## WHAT YOU NEED TO DO
When you reach the line containing "M892,1H954V19L892,18Z" in the entries below, start writing out each line exactly, and stop after the line containing "M975,177L980,197L918,214L913,193Z".

## INPUT DATA
________________

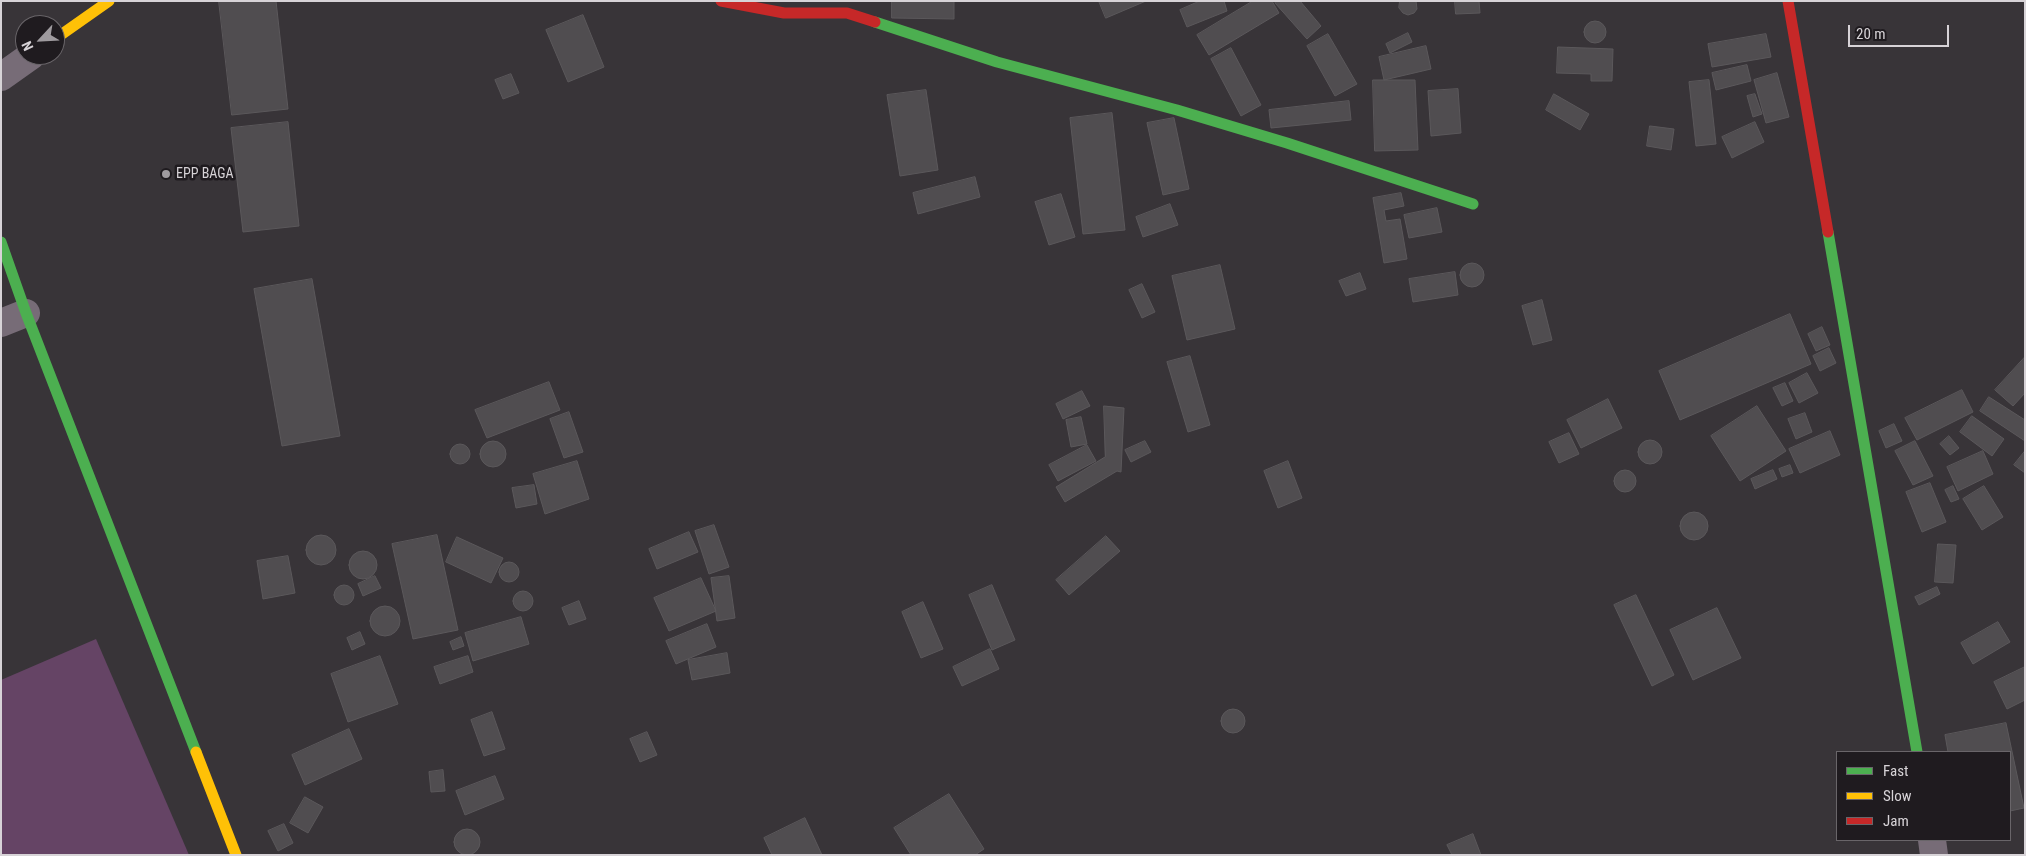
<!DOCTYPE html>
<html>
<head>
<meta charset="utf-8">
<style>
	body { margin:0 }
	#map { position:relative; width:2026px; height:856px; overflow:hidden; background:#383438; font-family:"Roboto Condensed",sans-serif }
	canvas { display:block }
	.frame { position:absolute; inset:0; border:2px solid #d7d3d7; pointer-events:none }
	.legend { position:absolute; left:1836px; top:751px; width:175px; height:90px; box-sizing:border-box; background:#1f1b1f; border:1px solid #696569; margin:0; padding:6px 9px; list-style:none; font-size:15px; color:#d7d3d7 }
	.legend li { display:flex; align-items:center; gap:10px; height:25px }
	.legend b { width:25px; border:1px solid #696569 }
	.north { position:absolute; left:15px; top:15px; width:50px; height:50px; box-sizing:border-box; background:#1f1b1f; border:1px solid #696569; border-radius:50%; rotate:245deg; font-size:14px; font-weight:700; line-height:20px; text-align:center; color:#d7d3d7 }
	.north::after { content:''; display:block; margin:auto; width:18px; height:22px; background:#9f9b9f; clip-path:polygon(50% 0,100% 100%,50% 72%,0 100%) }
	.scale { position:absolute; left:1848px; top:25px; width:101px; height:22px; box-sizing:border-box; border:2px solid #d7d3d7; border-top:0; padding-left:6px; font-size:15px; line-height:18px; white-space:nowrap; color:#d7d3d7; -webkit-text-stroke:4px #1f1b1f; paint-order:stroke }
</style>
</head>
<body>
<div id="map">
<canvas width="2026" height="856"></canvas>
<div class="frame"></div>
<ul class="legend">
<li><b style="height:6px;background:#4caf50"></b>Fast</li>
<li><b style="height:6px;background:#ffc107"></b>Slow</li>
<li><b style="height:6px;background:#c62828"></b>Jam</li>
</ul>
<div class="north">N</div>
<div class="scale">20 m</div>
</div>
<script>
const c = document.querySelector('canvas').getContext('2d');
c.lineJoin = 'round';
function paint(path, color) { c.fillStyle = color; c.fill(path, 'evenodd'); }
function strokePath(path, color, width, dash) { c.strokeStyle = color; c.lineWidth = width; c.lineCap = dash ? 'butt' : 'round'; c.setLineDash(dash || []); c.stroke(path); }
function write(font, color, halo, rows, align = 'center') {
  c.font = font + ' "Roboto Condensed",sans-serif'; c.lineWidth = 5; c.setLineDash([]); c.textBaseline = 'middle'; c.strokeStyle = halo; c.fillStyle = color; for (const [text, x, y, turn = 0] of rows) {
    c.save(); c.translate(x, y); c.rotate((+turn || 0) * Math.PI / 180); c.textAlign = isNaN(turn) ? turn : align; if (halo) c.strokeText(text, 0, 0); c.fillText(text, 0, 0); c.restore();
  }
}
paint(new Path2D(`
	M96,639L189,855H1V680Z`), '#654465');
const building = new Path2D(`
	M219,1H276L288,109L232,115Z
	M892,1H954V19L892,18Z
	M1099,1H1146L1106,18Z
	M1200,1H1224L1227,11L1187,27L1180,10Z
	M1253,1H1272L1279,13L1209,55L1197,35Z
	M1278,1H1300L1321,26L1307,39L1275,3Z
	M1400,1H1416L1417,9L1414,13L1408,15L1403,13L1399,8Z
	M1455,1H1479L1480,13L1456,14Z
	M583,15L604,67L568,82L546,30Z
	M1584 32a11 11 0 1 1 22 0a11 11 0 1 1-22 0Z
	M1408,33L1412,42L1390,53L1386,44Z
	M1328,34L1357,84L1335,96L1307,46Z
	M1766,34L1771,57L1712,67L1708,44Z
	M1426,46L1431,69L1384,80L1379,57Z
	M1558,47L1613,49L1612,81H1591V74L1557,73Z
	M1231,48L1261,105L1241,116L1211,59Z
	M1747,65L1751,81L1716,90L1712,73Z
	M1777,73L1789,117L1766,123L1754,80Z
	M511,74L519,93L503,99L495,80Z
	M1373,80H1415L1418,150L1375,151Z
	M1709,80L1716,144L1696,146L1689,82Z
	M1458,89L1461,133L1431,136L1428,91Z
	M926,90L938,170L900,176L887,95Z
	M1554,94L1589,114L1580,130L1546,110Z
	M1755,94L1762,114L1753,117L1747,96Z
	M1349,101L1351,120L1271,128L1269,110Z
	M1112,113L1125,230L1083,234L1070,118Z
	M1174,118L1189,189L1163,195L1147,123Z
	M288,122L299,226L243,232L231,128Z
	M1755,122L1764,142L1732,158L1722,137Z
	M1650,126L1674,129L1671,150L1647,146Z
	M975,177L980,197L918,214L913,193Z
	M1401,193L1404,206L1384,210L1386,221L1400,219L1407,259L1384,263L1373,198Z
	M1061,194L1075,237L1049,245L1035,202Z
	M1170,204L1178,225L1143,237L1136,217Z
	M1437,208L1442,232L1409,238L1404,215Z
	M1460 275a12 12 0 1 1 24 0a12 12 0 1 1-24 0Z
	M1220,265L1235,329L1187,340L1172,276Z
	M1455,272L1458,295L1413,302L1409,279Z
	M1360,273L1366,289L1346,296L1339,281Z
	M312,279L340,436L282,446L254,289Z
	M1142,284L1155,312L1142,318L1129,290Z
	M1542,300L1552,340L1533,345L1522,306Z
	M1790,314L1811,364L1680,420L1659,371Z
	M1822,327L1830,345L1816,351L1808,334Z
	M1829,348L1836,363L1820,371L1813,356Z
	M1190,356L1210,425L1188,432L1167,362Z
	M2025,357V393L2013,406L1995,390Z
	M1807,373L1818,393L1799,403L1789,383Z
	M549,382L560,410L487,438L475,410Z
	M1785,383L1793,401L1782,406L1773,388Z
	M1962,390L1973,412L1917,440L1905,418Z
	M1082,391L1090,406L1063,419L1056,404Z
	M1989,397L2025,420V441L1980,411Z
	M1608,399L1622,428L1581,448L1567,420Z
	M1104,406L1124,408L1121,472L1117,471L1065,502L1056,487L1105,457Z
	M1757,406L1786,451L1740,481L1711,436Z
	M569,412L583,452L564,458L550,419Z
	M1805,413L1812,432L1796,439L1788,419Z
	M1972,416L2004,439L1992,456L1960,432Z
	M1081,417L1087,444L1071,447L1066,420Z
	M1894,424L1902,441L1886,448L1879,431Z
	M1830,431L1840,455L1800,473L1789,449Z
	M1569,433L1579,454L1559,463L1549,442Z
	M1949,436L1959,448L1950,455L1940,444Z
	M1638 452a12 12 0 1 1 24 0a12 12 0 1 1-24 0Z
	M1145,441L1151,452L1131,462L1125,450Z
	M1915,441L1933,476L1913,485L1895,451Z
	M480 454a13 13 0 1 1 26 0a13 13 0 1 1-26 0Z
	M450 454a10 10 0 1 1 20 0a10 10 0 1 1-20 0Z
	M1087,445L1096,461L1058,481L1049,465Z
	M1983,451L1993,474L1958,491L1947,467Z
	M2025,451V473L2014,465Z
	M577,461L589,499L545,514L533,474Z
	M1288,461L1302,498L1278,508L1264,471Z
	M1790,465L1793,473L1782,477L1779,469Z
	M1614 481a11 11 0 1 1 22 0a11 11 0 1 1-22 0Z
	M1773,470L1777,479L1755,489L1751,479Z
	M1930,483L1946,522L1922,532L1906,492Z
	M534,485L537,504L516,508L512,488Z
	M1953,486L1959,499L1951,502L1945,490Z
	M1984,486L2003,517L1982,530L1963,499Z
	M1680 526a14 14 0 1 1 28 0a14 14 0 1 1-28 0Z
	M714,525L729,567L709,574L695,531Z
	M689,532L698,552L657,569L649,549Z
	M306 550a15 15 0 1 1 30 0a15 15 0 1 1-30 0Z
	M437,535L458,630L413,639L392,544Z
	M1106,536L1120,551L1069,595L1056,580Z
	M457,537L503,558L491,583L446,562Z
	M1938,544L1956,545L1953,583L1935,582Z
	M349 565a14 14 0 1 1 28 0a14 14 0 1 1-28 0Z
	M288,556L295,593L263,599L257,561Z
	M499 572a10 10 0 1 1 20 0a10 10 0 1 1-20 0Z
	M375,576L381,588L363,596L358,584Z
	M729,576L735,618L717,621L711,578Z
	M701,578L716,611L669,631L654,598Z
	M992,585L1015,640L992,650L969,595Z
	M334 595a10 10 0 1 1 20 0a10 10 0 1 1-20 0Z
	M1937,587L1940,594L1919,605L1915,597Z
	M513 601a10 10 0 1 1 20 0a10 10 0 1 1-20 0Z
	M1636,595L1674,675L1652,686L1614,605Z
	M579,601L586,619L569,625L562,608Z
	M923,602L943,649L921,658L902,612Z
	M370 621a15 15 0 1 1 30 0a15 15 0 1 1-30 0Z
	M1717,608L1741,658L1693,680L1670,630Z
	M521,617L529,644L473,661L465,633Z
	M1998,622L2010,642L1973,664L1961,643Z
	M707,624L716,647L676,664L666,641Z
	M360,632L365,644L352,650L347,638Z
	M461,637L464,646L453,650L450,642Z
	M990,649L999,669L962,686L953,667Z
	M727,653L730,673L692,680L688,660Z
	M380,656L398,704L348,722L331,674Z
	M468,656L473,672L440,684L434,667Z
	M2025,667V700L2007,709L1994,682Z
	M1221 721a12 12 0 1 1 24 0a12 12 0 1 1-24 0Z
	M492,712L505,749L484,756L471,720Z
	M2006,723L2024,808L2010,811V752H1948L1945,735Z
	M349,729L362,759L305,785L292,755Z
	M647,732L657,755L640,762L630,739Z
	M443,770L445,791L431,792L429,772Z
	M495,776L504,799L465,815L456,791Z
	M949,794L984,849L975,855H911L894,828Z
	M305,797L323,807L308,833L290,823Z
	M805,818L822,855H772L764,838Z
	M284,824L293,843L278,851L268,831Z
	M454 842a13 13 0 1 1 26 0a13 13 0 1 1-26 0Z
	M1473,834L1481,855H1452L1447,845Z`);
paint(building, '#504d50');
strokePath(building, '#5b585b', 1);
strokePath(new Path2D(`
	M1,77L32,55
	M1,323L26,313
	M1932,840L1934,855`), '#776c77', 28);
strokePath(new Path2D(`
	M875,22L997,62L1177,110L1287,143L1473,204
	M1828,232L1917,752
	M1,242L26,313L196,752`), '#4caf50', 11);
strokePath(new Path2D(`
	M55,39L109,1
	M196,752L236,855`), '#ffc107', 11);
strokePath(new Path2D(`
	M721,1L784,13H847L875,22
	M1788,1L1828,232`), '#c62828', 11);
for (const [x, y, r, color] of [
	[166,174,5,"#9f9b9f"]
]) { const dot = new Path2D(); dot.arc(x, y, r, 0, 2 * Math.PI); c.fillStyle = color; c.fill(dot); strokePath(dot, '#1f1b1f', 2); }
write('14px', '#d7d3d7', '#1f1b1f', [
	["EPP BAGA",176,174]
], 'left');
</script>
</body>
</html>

________________

## EXERCISE SOLUTION
	M892,1H954V19L892,18Z
	M1099,1H1146L1106,18Z
	M1200,1H1224L1227,11L1187,27L1180,10Z
	M1253,1H1272L1279,13L1209,55L1197,35Z
	M1278,1H1300L1321,26L1307,39L1275,3Z
	M1400,1H1416L1417,9L1414,13L1408,15L1403,13L1399,8Z
	M1455,1H1479L1480,13L1456,14Z
	M583,15L604,67L568,82L546,30Z
	M1584 32a11 11 0 1 1 22 0a11 11 0 1 1-22 0Z
	M1408,33L1412,42L1390,53L1386,44Z
	M1328,34L1357,84L1335,96L1307,46Z
	M1766,34L1771,57L1712,67L1708,44Z
	M1426,46L1431,69L1384,80L1379,57Z
	M1558,47L1613,49L1612,81H1591V74L1557,73Z
	M1231,48L1261,105L1241,116L1211,59Z
	M1747,65L1751,81L1716,90L1712,73Z
	M1777,73L1789,117L1766,123L1754,80Z
	M511,74L519,93L503,99L495,80Z
	M1373,80H1415L1418,150L1375,151Z
	M1709,80L1716,144L1696,146L1689,82Z
	M1458,89L1461,133L1431,136L1428,91Z
	M926,90L938,170L900,176L887,95Z
	M1554,94L1589,114L1580,130L1546,110Z
	M1755,94L1762,114L1753,117L1747,96Z
	M1349,101L1351,120L1271,128L1269,110Z
	M1112,113L1125,230L1083,234L1070,118Z
	M1174,118L1189,189L1163,195L1147,123Z
	M288,122L299,226L243,232L231,128Z
	M1755,122L1764,142L1732,158L1722,137Z
	M1650,126L1674,129L1671,150L1647,146Z
	M975,177L980,197L918,214L913,193Z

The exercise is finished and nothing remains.